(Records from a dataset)
= Beginning of Section =

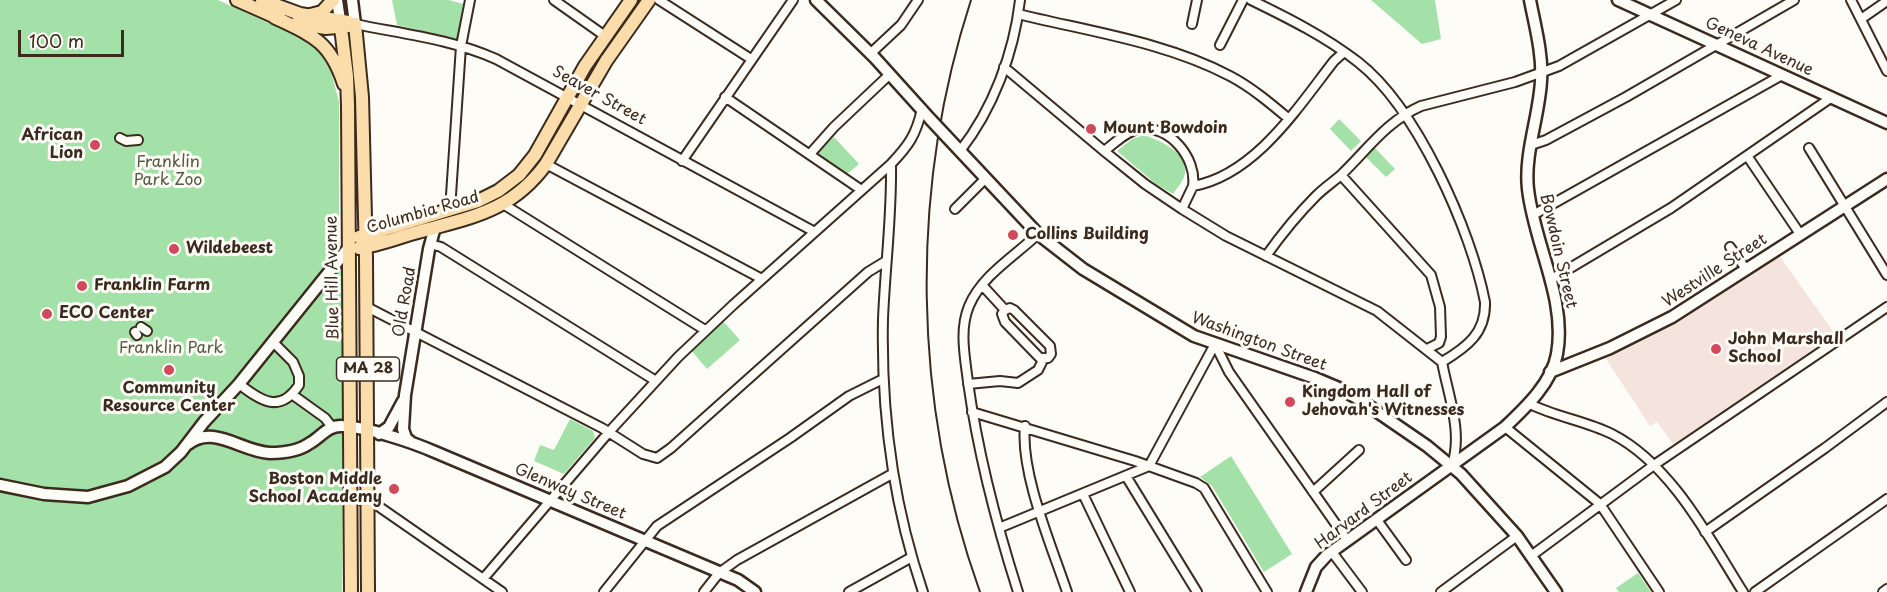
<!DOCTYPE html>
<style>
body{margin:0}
#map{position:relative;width:1887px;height:592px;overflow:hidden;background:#fdfcf7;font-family:"Playpen Sans",sans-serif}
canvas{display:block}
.scale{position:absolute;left:18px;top:30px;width:106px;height:27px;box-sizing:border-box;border:3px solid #3b2a1e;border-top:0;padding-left:8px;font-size:18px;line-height:21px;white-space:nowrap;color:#3b2a1e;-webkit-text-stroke:4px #fdfcf7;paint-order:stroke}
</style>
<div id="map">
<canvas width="1887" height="592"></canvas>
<div class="scale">100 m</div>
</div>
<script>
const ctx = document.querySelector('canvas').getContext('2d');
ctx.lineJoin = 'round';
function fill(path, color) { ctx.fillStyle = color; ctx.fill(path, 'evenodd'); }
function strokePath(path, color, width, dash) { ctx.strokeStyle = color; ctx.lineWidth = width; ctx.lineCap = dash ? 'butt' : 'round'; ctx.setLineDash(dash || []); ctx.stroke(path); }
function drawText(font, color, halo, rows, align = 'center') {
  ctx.font = font + ' "Playpen Sans",sans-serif'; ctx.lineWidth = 6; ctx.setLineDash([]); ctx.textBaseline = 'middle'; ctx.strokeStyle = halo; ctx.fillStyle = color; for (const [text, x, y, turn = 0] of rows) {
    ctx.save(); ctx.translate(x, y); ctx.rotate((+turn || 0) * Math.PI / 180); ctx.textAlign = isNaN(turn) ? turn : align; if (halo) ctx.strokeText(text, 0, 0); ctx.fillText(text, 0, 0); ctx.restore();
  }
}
fill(new Path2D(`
 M1778 254 1835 334 1674 445 1657 422 1650 426 1604 356 1659 330Z`), '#f5e3dd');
fill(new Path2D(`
 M0 0H218L308 41 319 50 331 71 339 102V232L342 280 343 419 342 592H0Z
 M392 0H449L463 4 457 39 397 25Z
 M1371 0H1435L1441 39 1422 44Z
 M1339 119 1361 141 1351 151 1330 129Z
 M1144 135C1161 141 1192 154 1184 177 1182 183 1176 189 1173 194L1156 184 1117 151 1132 139Z
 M834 137 859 164 847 174 816 154Z
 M1374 147 1395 169 1386 177 1365 156Z
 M723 321 740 340 707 369 691 350Z
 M570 419 593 431 595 438 564 474 534 461 540 445 554 450Z
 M1231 456 1292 554 1264 572 1212 486 1200 477Z
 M1638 573 1651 592H1619L1616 588Z`), '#a4e1a8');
const street = new Path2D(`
 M554 0 605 36
 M659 0 751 59
 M1251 0C1288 18 1326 37 1358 62 1417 108 1471 230 1485 302 1486 333 1467 347 1442 362
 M1851 0 1887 71
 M1018 14C1087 31 1166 42 1230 76 1251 87 1270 103 1289 119
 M1861 19 1887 1
 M355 24C403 34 451 39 496 59L813 231
 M1192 24 1197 0
 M1220 45 1243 0
 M870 54 901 25 918 0
 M1004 67 1104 151 1145 184 1182 209 1226 236 1377 311 1442 362C1448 395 1463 432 1452 465
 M725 97 860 189
 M120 138 126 141 138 140
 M1531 145 1546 140 1626 97 1794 0
 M1809 148 1887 275
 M960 151C993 109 1014 53 1020 0
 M1104 151C1114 144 1126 131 1139 129 1169 124 1197 158 1193 186
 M810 154 834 127 889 75
 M1748 157 1800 234
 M682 161 793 0
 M546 164 762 279
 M891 164C892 216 885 268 883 319 881 412 893 504 923 592
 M1341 175 1431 275 1440 307 1441 337 1439 343 1427 349
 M503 204 705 330
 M955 209 985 179
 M1182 209 1193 186C1255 175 1298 107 1334 61L1344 52
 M450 210 461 46 470 0
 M1533 215 1782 75
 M430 244 441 247 656 381
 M1730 247 1746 269
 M1266 256C1281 235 1298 214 1316 196 1324 188 1333 182 1341 175 1367 150 1387 121 1421 106L1515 82 1559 66 1676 0
 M1550 280 1671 208 1832 97
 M982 285 1005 310 1002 314 1005 322 1037 355 1041 359 1048 358 1051 354 1050 346 1014 310 1010 308 1005 310
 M367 307 602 428 643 454 657 458 671 448 868 272 886 261
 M141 327 147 331
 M135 332 137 335
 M1215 344 1229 372 1347 540
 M239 384C261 401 280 414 299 385V376L293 362 273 342
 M968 384 1000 381 1018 383 1038 370 1044 358
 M293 395 325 418 332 427
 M1530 404C1556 417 1586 421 1612 434 1671 464 1709 538 1743 592
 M972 412 1135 461 1196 483 1204 488 1267 592
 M1025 426C1020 473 1052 547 1067 592
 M1505 427 1600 504 1659 592
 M1126 476 1197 592
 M1313 492 1359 450
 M1083 494 1130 592
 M352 497 378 506 502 592
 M1377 520 1406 560
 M999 528 1149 466 1215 344
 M1705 532 1825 448 1887 402
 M1332 552 1362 592
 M1531 556 1654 465 1887 307
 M483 579 609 432 678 357 733 305 891 164C909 145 916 135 922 109
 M604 592 657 526 790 438 849 396 883 379
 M704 592 719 573 737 560 892 474
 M849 592 912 557
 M1018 592C996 523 978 454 968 382 965 357 959 330 969 306 982 275 1015 256 1038 234
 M1441 592 1517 536
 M1755 592 1887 499
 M1883 592 1887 589`);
const secondary = new Path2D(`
 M337 0 340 20
 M352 0 355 24
 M816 0 875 58 931 120
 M1618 0 1887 123
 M946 136 1038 234 1083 269 1194 336 1315 378 1341 389 1360 400 1427 446 1461 474 1517 536 1556 592
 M1550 372 1610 348 1672 317 1887 179
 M379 434 389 427 403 401
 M412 443 406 438 403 429 405 395 429 249 435 227
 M188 444C214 424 242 452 270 453 284 453 299 451 310 443 321 437 328 425 342 426 367 427 412 442 435 452L738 580 755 592
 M0 485 44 494 88 497 128 486 165 467 181 452 204 422 239 384 350 246
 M1306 592 1316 567 1327 555 1505 427C1525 408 1552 383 1557 354 1567 299 1534 244 1528 189 1524 154 1539 117 1541 81 1543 55 1535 26 1530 0`);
const primary = new Path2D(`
 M237 0 280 19
 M262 0 300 14 348 22
 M310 15 322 12 333 0
 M274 17C312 35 330 41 344 84
 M340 20 347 76 348 106 351 592
 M297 23 326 28 348 26
 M355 24 362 97 366 258 368 592
 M359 237 478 201 498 191 519 175 535 155 585 66 631 0
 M359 248C379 245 399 237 418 232 471 217 511 212 546 164L606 61 649 0`);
strokePath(street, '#3b2a1e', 12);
strokePath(secondary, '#3b2a1e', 15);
strokePath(primary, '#3b2a1e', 16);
strokePath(street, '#fdfcf7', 8);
strokePath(secondary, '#fdfcf7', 10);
strokePath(primary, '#fbddab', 12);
strokePath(new Path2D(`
 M971 0C909 191 912 403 980 592`), '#3b2a1e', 2);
const secondaryBridge = new Path2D(`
 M931 120 946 136`);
strokePath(secondaryBridge, '#3b2a1e', 15, []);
strokePath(secondaryBridge, '#fdfcf7', 10);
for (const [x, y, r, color] of [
 [1091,129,6,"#d1495b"],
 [95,145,6,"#d1495b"],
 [1013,235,6,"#d1495b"],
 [174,249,6,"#d1495b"],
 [82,286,6,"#d1495b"],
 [47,314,6,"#d1495b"],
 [1716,349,6,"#d1495b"],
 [169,370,6,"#d1495b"],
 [1290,402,6,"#d1495b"],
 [394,489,6,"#d1495b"]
]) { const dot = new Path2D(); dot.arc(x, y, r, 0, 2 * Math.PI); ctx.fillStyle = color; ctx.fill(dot); strokePath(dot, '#fdfcf7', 2); }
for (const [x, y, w] of [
 [368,369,63]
]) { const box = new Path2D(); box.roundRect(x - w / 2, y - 12, w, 24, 4.5); ctx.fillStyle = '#fdfcf7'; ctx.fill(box); strokePath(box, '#3b2a1e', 1.5); }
drawText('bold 15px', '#3b2a1e', null, [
 ["MA 28",368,369]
]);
drawText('16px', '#3b2a1e', '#fdfcf7', [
 ["Geneva Avenue",1759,47,25],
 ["Seaver Street",599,96,29],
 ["Columbia Road",423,213,-16],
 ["Bowdoin Street",1558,251,77],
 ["Westville Street",1715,271,-33],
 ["Blue Hill Avenue",333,278,-91],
 ["Old Road",405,302,-80],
 ["Washington Street",1259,342,20],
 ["Glenway Street",570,492,23],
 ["Harvard Street",1364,511,-37]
]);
drawText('bold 16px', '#3b2a1e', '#fdfcf7', [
 ["Mount Bowdoin",1103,129],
 ["African",83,136,"right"],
 ["Lion",83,154,"right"],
 ["Collins Building",1025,235],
 ["Wildebeest",186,249],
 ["Franklin Farm",94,286],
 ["ECO Center",59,314],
 ["John Marshall",1728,340],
 ["School",1728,358],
 ["Community",169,389,"center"],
 ["Resource Center",169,407,"center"],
 ["Kingdom Hall of",1302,393],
 ["Jehovah's Witnesses",1302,411],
 ["Boston Middle",382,480,"right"],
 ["School Academy",382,498,"right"]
], 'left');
drawText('16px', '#555840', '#fdfcf7', [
 ["Franklin",168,163],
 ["Park Zoo",168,181],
 ["Franklin Park",171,349]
]);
</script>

= End of Section =

Work request ▸
Repeat exactly the lines from the first line of the records above through the line containing "const ctx = document.querySelector('canvas').getContext('2d');", leaving out the pictures.

Answer to this problem ▸
<!DOCTYPE html>
<style>
body{margin:0}
#map{position:relative;width:1887px;height:592px;overflow:hidden;background:#fdfcf7;font-family:"Playpen Sans",sans-serif}
canvas{display:block}
.scale{position:absolute;left:18px;top:30px;width:106px;height:27px;box-sizing:border-box;border:3px solid #3b2a1e;border-top:0;padding-left:8px;font-size:18px;line-height:21px;white-space:nowrap;color:#3b2a1e;-webkit-text-stroke:4px #fdfcf7;paint-order:stroke}
</style>
<div id="map">
<canvas width="1887" height="592"></canvas>
<div class="scale">100 m</div>
</div>
<script>
const ctx = document.querySelector('canvas').getContext('2d');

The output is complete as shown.